AIM OF THE TASK: Copy out every line of the data exactly; do not include the images.

[[ PROVIDED RECORDS open ]]

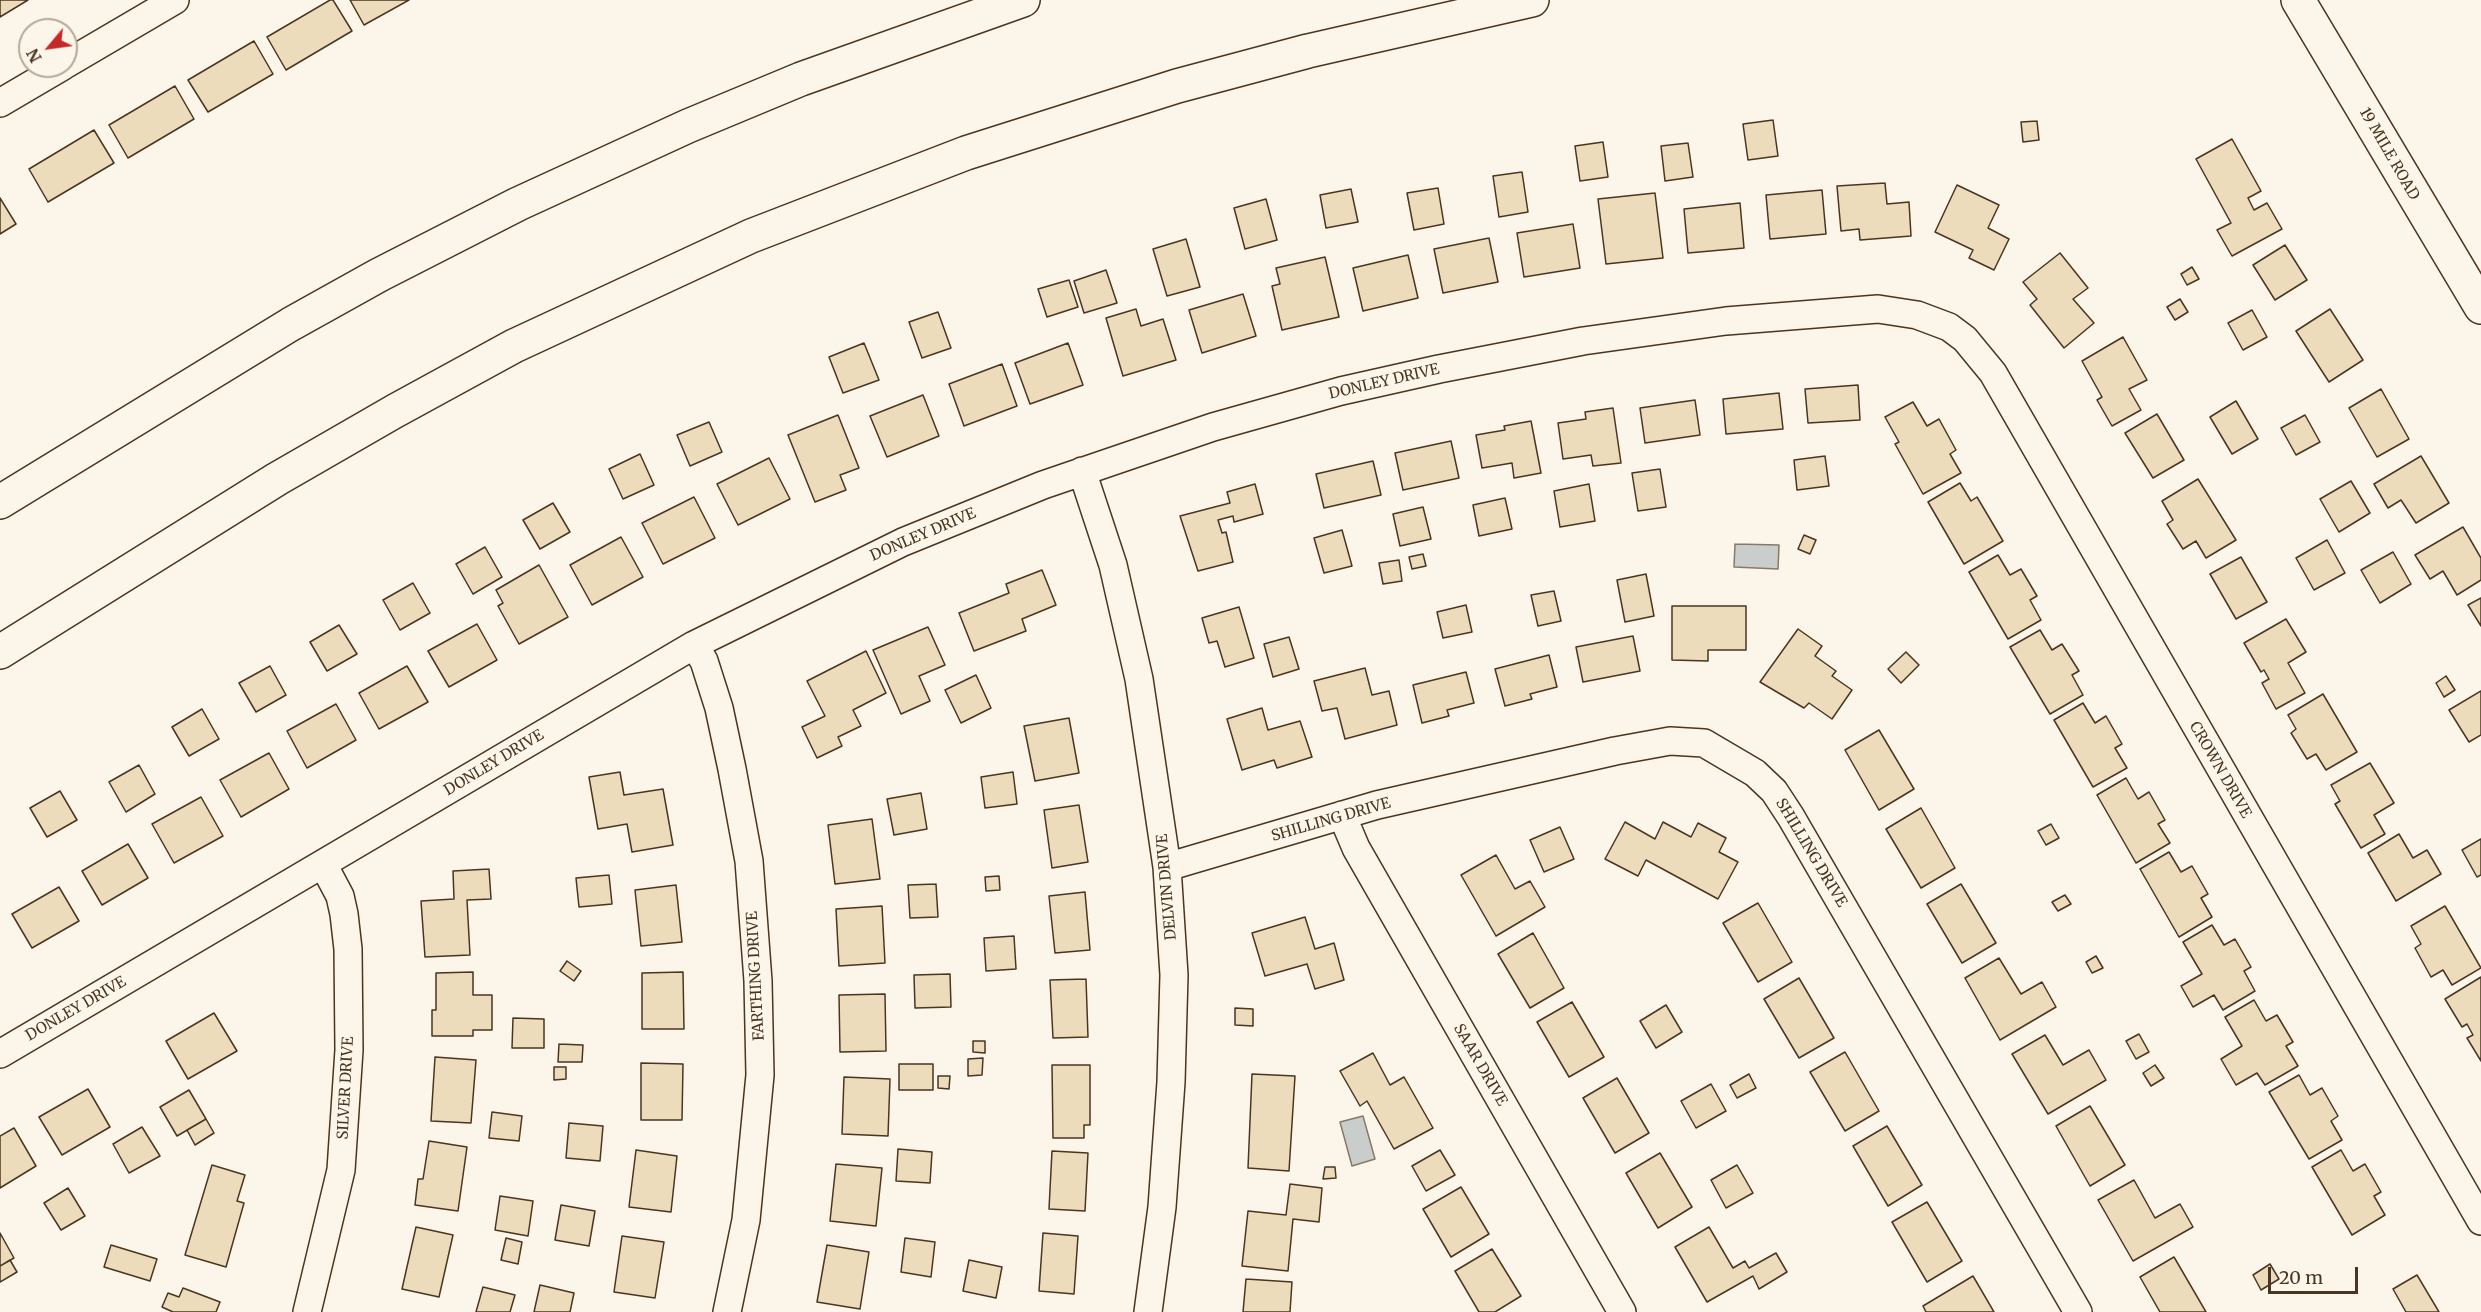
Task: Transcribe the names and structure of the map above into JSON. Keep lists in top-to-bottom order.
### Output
{
  "streets": {
    "main road": ["19 MILE ROAD"],
    "street": [
      "DONLEY DRIVE",
      "CROWN DRIVE",
      "SHILLING DRIVE",
      "DELVIN DRIVE",
      "FARTHING DRIVE",
      "SAAR DRIVE",
      "SILVER DRIVE"
    ]
  },
  "crossings": [
    ["DONLEY DRIVE", "CROWN DRIVE"],
    ["DONLEY DRIVE", "DELVIN DRIVE"],
    ["DONLEY DRIVE", "FARTHING DRIVE"],
    ["DONLEY DRIVE", "SILVER DRIVE"],
    ["SHILLING DRIVE", "DELVIN DRIVE"],
    ["SHILLING DRIVE", "SAAR DRIVE"]
  ],
  "scale_bar": "20 m",
  "north": "bottom left"
}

[[ PROVIDED RECORDS closed ]]

TASK RESULT:
Task: Transcribe the names and structure of the map above into JSON. Keep lists in top-to-bottom order.
### Output
{
  "streets": {
    "main road": ["19 MILE ROAD"],
    "street": [
      "DONLEY DRIVE",
      "CROWN DRIVE",
      "SHILLING DRIVE",
      "DELVIN DRIVE",
      "FARTHING DRIVE",
      "SAAR DRIVE",
      "SILVER DRIVE"
    ]
  },
  "crossings": [
    ["DONLEY DRIVE", "CROWN DRIVE"],
    ["DONLEY DRIVE", "DELVIN DRIVE"],
    ["DONLEY DRIVE", "FARTHING DRIVE"],
    ["DONLEY DRIVE", "SILVER DRIVE"],
    ["SHILLING DRIVE", "DELVIN DRIVE"],
    ["SHILLING DRIVE", "SAAR DRIVE"]
  ],
  "scale_bar": "20 m",
  "north": "bottom left"
}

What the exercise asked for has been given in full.